▸ **TASK**
In the records that follow, find each line containing "auto" and copy it.

:: DATA FOR THIS TASK

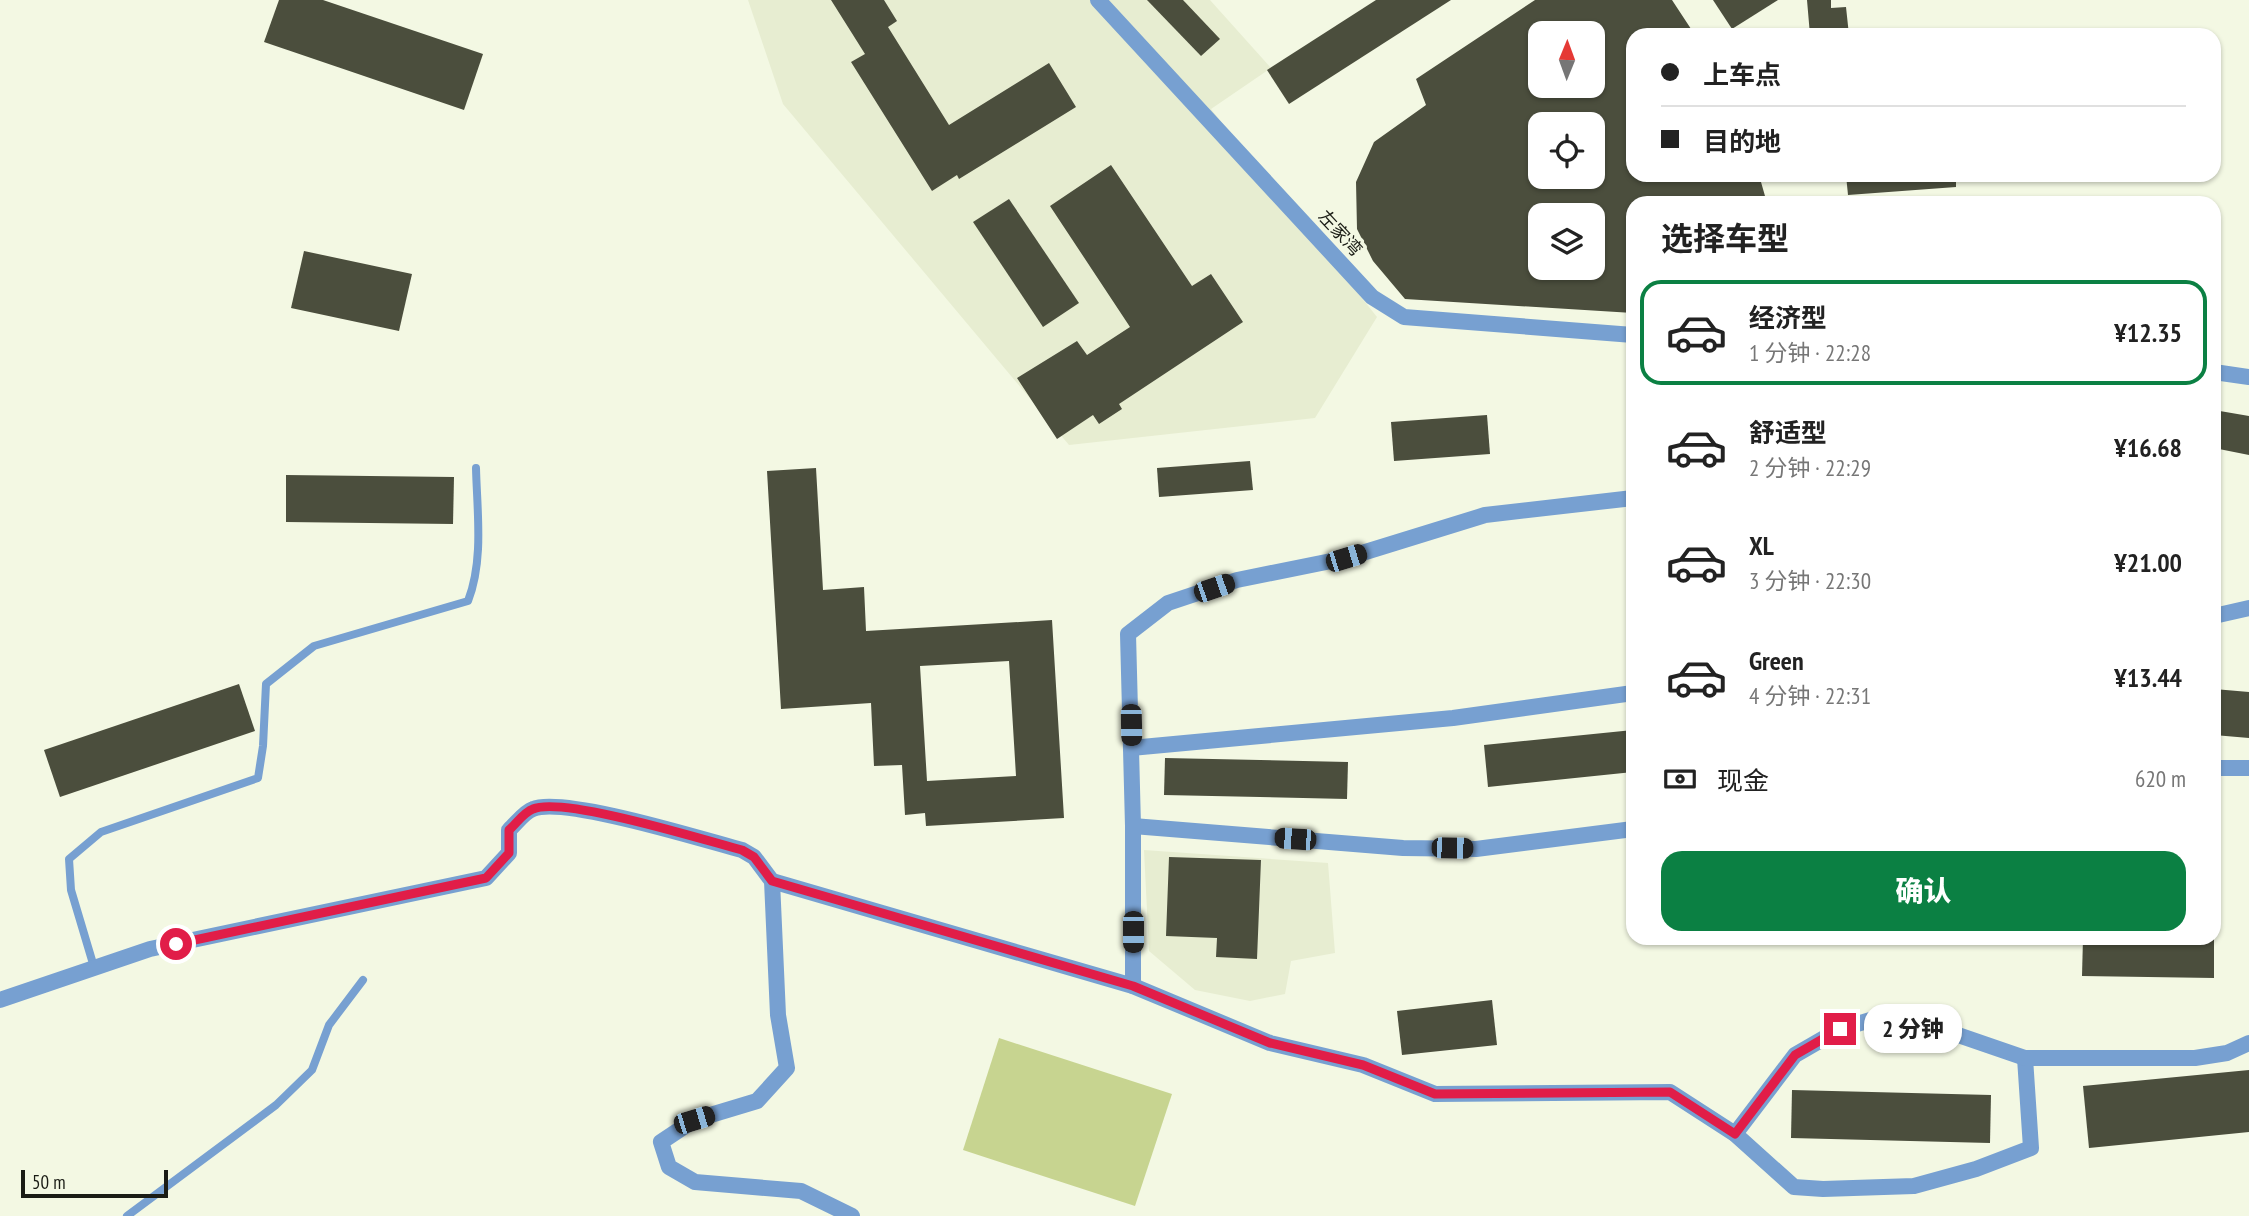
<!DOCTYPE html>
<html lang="zh">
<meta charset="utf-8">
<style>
:root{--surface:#fff;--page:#f6f6f6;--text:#222;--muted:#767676;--line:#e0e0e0;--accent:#0b8043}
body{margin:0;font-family:"PT Sans Narrow","Noto Sans SC",sans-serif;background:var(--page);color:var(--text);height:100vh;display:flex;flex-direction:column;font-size:26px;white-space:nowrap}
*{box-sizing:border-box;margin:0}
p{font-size:23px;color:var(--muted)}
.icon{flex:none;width:38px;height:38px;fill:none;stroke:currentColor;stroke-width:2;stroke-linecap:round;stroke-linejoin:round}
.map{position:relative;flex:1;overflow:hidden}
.drawer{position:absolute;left:1626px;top:196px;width:595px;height:749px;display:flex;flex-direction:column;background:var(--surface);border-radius:21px;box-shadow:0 2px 5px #0004}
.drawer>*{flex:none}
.guide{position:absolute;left:1626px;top:28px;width:595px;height:154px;border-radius:21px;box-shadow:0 2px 5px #0004;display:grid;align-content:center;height:154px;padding:0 35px;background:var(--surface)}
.needle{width:46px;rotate:1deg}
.controls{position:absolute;left:1528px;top:21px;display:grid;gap:14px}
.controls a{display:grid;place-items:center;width:77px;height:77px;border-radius:14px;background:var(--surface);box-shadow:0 2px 5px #0004;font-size:35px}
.scale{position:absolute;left:21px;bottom:18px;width:147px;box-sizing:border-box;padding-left:7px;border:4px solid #1a1c15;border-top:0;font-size:19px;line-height:24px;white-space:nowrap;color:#1a1c15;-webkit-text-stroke:5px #f3f8e3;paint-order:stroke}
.end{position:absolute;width:32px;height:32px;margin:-16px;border:9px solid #e11d48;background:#fff;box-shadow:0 0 0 4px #fff}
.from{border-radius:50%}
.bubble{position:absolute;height:49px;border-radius:21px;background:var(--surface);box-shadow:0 2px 5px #0004;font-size:23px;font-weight:800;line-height:49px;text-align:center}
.car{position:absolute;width:21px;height:42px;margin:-21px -10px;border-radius:9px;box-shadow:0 0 5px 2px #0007;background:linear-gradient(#222 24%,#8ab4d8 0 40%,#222 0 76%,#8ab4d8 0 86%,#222 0)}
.guide b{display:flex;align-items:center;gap:24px;height:66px;font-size:26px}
.guide b+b{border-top:2px solid var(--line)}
.guide i{width:18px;height:18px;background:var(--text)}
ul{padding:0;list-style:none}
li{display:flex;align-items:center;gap:21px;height:105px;margin:0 14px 10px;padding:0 21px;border:4px solid transparent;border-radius:21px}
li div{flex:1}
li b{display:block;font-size:26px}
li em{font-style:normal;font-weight:800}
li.active{border-color:var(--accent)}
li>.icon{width:63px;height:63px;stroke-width:1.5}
h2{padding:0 35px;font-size:32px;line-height:84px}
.pay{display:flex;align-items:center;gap:18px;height:77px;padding:0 35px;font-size:26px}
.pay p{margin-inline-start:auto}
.button{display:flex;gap:14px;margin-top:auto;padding:14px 35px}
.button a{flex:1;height:80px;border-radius:21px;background:var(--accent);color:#fff;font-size:28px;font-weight:800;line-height:80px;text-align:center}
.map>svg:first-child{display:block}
.built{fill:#e7edd1}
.green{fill:#c7d490}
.building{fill:#4b4e3d;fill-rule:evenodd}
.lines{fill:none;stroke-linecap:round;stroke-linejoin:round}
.lane{stroke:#77a0d1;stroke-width:8}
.street{stroke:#77a0d1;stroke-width:16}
.route{stroke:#e11d48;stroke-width:9}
.labels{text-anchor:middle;stroke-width:7;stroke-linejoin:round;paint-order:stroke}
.street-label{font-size:18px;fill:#1a1c15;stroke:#f3f8e3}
</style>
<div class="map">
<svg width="2249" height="1216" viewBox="0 0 2249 1216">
<rect width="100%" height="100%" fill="#f3f8e3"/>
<g class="built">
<path d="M 748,0 L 1210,0 L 1271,68 L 1211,109 L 1377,317 L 1315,418 L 1069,445 L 783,104 Z"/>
<path d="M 1144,850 L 1328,863 L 1335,953 L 1291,961 L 1285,994 L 1250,1001 L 1195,990 L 1149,951 Z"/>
</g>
<path class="green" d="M 999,1038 L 1172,1094 L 1135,1206 L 963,1150 Z"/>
<g class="building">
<path d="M 279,0 L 323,0 L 483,54 L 464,110 L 264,42 Z"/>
<path d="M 831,0 L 884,0 L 897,21 L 888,27 L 949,125 L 1049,63 L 1076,107 L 959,179 L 957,175 L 932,191 L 851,62 L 865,54 Z"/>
<path d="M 1147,0 L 1183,0 L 1220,39 L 1201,56 Z"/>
<path d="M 1376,0 L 1451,0 L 1289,104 L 1267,70 Z"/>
<path d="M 1535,0 L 1672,0 L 1695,35 L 1633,35 L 1633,175 L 1759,175 L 1767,203 L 1633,203 L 1633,313 L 1405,299 L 1373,261 L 1357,229 L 1356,182 L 1374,142 L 1426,105 L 1416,79 ZM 1540,33 L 1592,33 L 1592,86 L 1540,86 ZM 1540,124 L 1592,124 L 1592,177 L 1540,177 ZM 1540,215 L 1592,215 L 1592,268 L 1540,268 Z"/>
<path d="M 1713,0 L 1778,0 L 1732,29 Z"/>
<path d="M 1807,0 L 1831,0 L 1831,8 L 1846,7 L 1849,35 L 1810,35 Z"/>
<path d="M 1111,165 L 1192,286 L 1211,274 L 1243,322 L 1119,404 L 1122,409 L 1099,424 L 1093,415 L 1057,439 L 1017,378 L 1077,341 L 1087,355 L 1130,327 L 1050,206 Z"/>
<path d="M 1846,175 L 1956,175 L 1956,187 L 1848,195 Z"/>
<path d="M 1009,199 L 1079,303 L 1043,327 L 973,222 Z"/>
<path d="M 304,251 L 412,274 L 399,331 L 291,308 Z"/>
<path d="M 2214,410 L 2249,416 L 2249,455 L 2214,448 Z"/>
<path d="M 1487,415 L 1490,454 L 1394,461 L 1391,422 Z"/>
<path d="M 1250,461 L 1253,490 L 1159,497 L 1157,468 Z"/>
<path d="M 816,468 L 823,590 L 864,587 L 866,631 L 1052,620 L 1064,818 L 926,826 L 925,813 L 905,815 L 902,765 L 874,766 L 871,703 L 781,709 L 767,471 ZM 1009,661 L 1016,776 L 927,781 L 920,666 Z"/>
<path d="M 286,475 L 454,477 L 453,524 L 286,522 Z"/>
<path d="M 239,684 L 255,731 L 60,797 L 44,750 Z"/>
<path d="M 2214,689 L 2249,692 L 2249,738 L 2214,735 Z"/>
<path d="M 1633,730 L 1633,772 L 1488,787 L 1484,745 Z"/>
<path d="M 1165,758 L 1348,762 L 1347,799 L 1164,795 Z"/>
<path d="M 1169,857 L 1261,860 L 1257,959 L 1216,957 L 1217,938 L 1166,936 Z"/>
<path d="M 2083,938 L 2214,938 L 2214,978 L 2082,976 Z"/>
<path d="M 1492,1000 L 1497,1045 L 1402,1055 L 1397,1011 Z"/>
<path d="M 2249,1070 L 2249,1132 L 2089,1148 L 2083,1086 Z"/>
<path d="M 1792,1090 L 1991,1095 L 1990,1143 L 1791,1138 Z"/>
</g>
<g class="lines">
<g class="lane">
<path d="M 94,967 L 71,890 L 69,859 L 101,832 L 258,778 L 263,746 L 266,684 L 314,646 L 468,601 C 484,560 477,511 476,468"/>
<path d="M 127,1216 L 276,1105 L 312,1070 L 329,1025 L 363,980"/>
</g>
<g class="street">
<path d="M 1098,0 L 1372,297 L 1404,317 L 1633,335"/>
<path d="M 2214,372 L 2249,377"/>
<path d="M 2214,616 L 2249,608"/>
<path d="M 1131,748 L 1453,718 L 1633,693"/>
<path d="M 2214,768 L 2249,768"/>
<path d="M 1133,826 L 1403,848 L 1476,849 L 1633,829"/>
<path d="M 772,881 L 1133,986 L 1270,1043 L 1363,1065 L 1435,1094 L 1670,1092 L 1735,1134 L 1794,1187 L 1823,1189 L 1914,1186 L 1976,1169 L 2031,1148 L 2025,1058"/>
<path d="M 1133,986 L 1133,826 L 1128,634 L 1168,603 L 1237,580 L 1346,558 L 1485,515 L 1633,498"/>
<path d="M 0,1000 L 150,949 L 486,878 L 509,853 L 509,830 C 516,824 524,812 533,809 C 563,796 704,840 742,850 L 754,857 L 772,881 L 778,1015 L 787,1068 L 757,1101 L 694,1120 L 661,1142 L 669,1167 L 695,1182 L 801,1191 L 852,1216"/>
<path d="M 1735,1134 L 1795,1055 L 1840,1029 L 1894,1013 L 2025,1058 L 2195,1058 L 2227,1053 L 2249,1043"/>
</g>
</g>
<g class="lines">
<path class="route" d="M 176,944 L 486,878 L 509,853 L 509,830 C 516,824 524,812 533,809 C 563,796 704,840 742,850 L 754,857 L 772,881 L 1133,986 L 1270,1043 L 1363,1065 L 1435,1094 L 1670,1092 L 1735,1134 L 1795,1055 L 1840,1029"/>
</g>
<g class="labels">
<g class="street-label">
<text transform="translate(1340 233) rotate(47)" y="6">左家湾</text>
</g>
</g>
</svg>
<div class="controls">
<a><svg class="needle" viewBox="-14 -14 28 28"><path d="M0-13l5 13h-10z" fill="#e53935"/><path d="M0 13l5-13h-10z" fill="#767676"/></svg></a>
<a><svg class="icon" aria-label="locate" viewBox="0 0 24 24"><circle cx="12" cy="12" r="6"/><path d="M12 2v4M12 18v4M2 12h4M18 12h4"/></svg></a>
<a><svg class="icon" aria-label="layers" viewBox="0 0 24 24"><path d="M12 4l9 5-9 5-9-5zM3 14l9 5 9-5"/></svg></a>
</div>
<div class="scale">50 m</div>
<i class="end from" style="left:176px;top:944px"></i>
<i class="end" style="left:1840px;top:1029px"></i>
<div class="bubble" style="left:1864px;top:1004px;width:98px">2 分钟</div>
<i class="car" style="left:1346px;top:558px;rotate:73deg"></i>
<i class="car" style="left:1214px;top:588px;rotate:71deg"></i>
<i class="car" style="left:1131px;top:725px;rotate:179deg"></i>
<i class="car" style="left:1295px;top:839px;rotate:274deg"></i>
<i class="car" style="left:1452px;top:848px;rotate:91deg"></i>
<i class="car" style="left:1133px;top:932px;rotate:180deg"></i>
<i class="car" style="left:694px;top:1120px;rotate:73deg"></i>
<div class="guide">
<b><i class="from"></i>上车点</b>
<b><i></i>目的地</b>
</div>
<section class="drawer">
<h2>选择车型</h2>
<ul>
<li class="active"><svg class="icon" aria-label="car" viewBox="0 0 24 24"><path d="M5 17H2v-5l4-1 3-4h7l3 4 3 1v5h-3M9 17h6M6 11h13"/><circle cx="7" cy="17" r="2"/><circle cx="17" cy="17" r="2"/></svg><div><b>经济型</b><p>1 分钟 · 22:28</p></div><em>¥12.35</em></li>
<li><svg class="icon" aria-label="car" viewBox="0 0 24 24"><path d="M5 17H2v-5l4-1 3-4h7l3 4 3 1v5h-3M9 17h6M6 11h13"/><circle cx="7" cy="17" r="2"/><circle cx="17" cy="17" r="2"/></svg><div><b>舒适型</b><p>2 分钟 · 22:29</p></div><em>¥16.68</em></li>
<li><svg class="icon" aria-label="car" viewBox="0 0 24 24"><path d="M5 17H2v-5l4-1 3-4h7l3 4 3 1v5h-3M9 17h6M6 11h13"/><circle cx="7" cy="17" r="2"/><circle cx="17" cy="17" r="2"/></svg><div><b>XL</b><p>3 分钟 · 22:30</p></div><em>¥21.00</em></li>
<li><svg class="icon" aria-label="car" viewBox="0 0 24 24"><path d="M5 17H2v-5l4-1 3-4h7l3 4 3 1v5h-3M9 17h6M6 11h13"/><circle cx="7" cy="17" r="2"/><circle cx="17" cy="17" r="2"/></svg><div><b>Green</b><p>4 分钟 · 22:31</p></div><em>¥13.44</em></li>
</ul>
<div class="pay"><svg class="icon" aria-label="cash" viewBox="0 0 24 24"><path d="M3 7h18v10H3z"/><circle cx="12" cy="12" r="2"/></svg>现金<p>620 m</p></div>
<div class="button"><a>确认</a></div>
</section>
</div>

::::

▸ **TASK ANSWER**
.pay p{margin-inline-start:auto}
.button{display:flex;gap:14px;margin-top:auto;padding:14px 35px}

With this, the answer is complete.